Normalize intensities across samples using cyclic LOESS normalization

The steps the algorithm takes are the following:

log2 transform the intensities
Choose 2 samples to generate an MA-plot from
Fit a LOESS curve
Subtract half of the difference between the predicted value and the true value from the intensity of sample 1 and add the same amount to the intensity of Sample 2
Repeat for all unique combinations of samples
Repeat all steps until the model converges or n_iter is reached.

Convergence is assumed if the confidence intervals of all LOESS smooths include the 0 line. If fixed_iter = TRUE, the algorithm will perform exactly n_iter iterations. If fixed_iter = FALSE, the algorithm will perform a maximum of n_iter iterations.

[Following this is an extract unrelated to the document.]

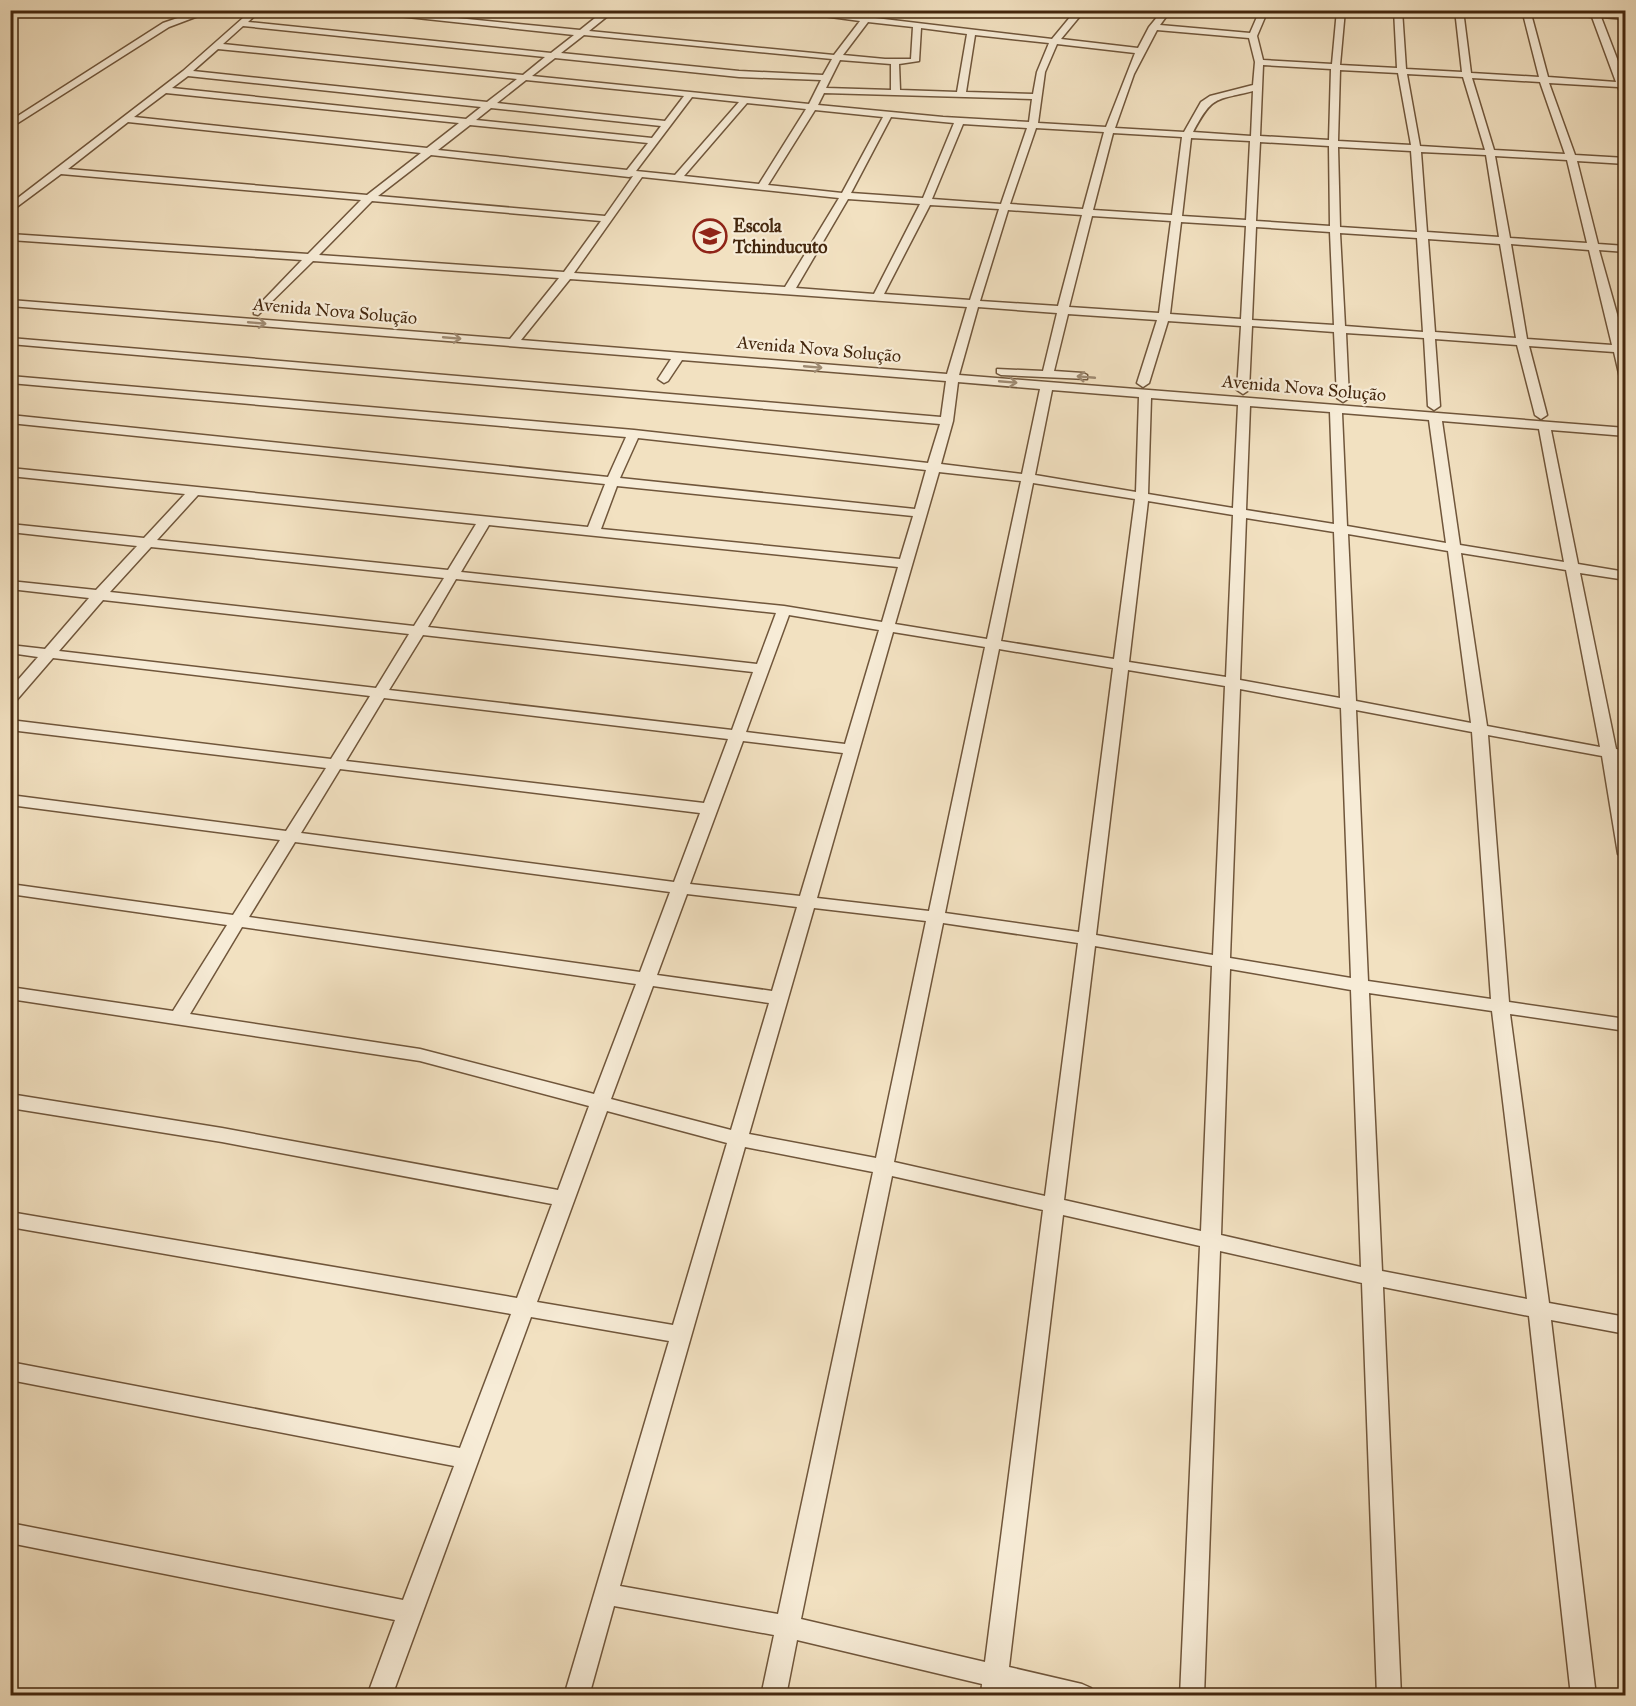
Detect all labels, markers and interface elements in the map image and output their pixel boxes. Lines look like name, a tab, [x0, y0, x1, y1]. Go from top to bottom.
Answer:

See the reference section for details.

Usage

normalize_cyclic_loess(
  data,
  n_iter = 3,
  fixed_iter = TRUE,
  loess_span = 0.7,
  level = 0.95,
  verbose = FALSE,
  ...
)

Arguments

data: A tidy tibble created by read_featuretable.
n_iter: The number of iterations to perform. If fixed_iter = TRUE exactly n_iter will be performed. If fixed_iter = FALSE a maximum of n_iter will be performed and the algorithm will stop whether convergence is reached or not.
fixed_iter: Should a fixed number of iterations be performed?
loess_span: The span of the LOESS fit. A larger span produces a smoother line.
level: The confidence level for the convergence criterion. Note that a a larger confidence level produces larger confidence intervals and therefore the algorithm stops earlier.
verbose: TRUE or FALSE. Should messages be printed to the console?
...: Arguments passed onto loess. For example, degree = 1, family = "symmetric", iterations = 4, surface = "direct" produces a LOWESS fit.

Value

A tibble with intensities normalized across samples.

References

B. M. Bolstad, R. A. Irizarry, M. Åstrand, T. P. Speed, Bioinformatics 2003, 19, 185–193, DOI 10.1093/bioinformatics/19.2.185.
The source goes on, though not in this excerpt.